Dataset entries
# # #
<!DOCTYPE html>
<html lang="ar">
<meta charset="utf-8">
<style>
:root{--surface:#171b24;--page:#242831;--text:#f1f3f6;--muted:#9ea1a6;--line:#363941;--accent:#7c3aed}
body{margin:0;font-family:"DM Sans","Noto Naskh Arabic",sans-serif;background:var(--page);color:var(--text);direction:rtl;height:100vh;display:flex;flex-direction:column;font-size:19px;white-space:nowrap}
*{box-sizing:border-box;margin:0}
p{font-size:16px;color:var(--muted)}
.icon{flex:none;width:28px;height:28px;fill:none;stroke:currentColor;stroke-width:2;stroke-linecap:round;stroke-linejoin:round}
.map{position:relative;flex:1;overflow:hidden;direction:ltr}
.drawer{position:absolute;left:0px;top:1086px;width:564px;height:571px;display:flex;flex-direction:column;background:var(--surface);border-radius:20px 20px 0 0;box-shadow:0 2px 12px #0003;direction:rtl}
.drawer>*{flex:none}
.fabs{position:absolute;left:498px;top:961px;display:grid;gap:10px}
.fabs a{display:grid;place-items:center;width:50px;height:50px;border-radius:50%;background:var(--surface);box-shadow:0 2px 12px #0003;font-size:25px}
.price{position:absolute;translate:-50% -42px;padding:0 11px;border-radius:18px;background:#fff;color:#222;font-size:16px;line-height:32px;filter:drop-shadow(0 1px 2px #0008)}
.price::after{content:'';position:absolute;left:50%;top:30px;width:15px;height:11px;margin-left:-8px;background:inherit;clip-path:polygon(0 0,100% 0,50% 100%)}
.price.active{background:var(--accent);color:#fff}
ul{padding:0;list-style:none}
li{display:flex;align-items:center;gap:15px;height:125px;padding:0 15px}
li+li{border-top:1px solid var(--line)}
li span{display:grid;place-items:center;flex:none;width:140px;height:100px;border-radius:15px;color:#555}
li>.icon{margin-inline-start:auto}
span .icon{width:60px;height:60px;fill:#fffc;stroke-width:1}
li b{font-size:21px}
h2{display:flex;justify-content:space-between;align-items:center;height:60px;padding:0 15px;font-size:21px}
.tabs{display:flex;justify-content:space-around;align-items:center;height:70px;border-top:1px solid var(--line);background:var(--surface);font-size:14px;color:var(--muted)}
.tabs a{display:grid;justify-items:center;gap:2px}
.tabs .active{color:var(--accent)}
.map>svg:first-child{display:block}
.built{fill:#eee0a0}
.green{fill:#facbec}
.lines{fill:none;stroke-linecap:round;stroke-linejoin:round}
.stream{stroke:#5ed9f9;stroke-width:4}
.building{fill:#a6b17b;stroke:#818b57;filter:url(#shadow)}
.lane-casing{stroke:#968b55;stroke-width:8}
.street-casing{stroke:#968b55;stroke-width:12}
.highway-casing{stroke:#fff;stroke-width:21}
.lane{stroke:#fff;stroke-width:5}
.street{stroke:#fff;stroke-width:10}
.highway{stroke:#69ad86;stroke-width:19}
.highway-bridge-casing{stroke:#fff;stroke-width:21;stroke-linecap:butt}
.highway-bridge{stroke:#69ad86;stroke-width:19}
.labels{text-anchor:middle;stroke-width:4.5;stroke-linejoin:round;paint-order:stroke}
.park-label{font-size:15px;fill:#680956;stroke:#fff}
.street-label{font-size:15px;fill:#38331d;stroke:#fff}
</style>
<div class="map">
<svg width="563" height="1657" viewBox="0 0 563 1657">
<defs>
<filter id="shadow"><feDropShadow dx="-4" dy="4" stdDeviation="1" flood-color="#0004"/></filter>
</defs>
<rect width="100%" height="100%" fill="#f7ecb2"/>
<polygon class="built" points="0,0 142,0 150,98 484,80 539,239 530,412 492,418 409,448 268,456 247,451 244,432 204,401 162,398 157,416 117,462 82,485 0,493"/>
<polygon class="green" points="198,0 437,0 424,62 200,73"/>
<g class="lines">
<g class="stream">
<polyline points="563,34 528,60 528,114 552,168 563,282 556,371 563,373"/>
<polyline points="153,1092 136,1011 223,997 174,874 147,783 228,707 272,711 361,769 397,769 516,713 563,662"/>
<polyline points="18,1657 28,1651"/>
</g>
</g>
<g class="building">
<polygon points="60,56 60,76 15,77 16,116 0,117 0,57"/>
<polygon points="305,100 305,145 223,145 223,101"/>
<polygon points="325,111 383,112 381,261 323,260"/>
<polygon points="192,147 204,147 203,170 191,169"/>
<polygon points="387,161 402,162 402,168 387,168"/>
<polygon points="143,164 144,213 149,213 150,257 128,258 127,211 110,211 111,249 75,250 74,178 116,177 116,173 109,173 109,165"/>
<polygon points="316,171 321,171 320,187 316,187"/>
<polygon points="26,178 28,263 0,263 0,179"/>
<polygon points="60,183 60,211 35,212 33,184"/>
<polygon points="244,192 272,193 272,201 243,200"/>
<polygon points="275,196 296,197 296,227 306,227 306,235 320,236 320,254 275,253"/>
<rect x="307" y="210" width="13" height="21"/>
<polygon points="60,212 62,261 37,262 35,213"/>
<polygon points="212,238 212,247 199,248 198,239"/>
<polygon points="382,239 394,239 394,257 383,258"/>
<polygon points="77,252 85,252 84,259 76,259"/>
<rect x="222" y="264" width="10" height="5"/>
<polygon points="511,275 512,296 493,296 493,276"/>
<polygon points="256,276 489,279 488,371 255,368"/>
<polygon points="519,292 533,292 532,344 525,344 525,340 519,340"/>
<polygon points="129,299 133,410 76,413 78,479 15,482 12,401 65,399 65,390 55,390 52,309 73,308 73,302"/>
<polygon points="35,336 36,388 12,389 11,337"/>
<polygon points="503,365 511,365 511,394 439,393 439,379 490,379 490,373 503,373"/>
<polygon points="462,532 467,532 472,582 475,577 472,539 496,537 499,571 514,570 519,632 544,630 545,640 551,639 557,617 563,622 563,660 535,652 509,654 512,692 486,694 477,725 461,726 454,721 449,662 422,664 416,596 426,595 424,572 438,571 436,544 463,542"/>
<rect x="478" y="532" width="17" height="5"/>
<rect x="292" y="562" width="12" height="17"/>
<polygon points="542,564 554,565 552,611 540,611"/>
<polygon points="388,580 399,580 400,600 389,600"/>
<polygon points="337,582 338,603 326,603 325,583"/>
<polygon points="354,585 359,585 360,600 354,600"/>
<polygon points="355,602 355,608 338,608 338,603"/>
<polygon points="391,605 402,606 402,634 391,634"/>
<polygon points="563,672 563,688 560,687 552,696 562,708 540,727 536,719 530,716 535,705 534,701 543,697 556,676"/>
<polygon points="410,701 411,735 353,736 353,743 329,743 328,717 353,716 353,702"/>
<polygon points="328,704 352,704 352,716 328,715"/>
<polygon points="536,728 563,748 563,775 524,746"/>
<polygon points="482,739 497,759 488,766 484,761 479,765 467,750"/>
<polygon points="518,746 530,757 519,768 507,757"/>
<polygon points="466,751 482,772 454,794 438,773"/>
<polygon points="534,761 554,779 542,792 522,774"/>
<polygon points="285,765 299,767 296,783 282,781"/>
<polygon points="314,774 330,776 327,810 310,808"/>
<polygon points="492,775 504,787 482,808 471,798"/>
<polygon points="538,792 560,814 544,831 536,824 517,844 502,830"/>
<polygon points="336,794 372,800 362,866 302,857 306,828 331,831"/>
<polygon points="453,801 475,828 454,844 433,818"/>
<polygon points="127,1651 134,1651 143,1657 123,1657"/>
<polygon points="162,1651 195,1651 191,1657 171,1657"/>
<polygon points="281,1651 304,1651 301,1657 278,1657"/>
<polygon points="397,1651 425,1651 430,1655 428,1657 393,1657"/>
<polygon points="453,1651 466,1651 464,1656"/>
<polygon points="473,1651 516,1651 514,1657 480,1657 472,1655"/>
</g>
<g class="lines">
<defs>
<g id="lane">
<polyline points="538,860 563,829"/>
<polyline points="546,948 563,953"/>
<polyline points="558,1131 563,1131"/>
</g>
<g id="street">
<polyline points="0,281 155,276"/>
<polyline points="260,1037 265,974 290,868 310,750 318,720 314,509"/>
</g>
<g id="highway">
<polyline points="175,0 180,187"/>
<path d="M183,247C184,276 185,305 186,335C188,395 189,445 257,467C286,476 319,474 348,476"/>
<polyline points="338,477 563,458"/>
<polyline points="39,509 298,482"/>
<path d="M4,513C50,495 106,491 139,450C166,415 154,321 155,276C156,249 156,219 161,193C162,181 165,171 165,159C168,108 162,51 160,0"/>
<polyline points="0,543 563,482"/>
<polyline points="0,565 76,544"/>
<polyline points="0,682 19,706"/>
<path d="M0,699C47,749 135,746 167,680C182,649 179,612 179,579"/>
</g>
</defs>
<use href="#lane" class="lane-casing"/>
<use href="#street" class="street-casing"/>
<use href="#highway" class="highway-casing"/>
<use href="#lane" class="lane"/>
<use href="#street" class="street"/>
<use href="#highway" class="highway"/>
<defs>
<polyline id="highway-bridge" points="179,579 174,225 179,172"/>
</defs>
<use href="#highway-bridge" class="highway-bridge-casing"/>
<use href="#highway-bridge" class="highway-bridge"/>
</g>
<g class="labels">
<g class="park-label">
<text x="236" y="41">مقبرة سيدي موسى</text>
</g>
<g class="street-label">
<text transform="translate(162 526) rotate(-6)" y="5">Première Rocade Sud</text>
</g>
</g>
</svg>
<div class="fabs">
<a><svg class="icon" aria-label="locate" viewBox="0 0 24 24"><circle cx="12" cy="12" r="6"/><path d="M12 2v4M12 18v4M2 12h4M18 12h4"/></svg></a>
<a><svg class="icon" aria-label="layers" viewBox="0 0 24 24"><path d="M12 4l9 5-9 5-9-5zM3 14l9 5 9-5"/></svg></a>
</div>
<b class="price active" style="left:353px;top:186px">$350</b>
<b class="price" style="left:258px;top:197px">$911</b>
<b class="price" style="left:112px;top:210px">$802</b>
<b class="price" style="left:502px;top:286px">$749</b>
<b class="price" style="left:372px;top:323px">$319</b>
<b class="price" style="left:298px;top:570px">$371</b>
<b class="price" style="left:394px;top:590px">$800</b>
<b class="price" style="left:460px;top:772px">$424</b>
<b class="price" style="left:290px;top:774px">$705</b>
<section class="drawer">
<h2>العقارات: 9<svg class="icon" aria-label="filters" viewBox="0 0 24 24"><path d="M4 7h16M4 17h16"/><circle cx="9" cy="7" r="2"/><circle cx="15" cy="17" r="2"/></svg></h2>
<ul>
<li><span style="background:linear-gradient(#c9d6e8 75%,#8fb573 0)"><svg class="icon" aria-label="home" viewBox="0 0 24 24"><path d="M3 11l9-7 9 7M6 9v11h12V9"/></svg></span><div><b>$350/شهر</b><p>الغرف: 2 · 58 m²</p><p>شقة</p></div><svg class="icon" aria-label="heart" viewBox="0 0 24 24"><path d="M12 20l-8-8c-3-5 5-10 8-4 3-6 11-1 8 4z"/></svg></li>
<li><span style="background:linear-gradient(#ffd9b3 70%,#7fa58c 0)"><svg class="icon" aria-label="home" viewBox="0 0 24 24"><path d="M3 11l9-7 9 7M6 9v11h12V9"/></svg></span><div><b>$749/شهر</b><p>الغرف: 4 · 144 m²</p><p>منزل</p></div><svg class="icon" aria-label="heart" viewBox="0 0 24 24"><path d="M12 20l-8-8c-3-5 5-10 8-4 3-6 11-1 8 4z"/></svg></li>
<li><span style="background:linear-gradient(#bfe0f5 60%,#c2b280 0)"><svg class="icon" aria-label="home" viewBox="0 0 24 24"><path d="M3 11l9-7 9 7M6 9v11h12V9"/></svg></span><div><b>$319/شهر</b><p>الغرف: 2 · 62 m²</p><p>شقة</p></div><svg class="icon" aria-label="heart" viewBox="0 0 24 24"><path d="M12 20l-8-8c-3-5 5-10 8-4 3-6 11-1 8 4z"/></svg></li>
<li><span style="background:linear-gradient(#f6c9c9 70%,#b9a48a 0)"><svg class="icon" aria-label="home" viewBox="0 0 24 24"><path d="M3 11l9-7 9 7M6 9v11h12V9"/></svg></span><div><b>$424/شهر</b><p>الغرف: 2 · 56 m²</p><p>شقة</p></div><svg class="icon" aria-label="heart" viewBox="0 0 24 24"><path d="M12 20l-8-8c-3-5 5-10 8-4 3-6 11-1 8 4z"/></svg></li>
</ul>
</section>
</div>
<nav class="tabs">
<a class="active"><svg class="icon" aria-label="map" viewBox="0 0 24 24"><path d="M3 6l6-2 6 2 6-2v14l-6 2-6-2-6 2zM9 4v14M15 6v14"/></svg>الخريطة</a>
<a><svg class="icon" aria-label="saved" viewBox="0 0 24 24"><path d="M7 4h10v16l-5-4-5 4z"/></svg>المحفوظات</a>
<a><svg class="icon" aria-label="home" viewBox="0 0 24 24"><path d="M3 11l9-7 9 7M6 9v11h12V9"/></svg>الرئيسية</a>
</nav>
# # #
Exercise prompt:
Looking through the data above, count the lines that include the string "place" and give only the count.

Exercise answer:
2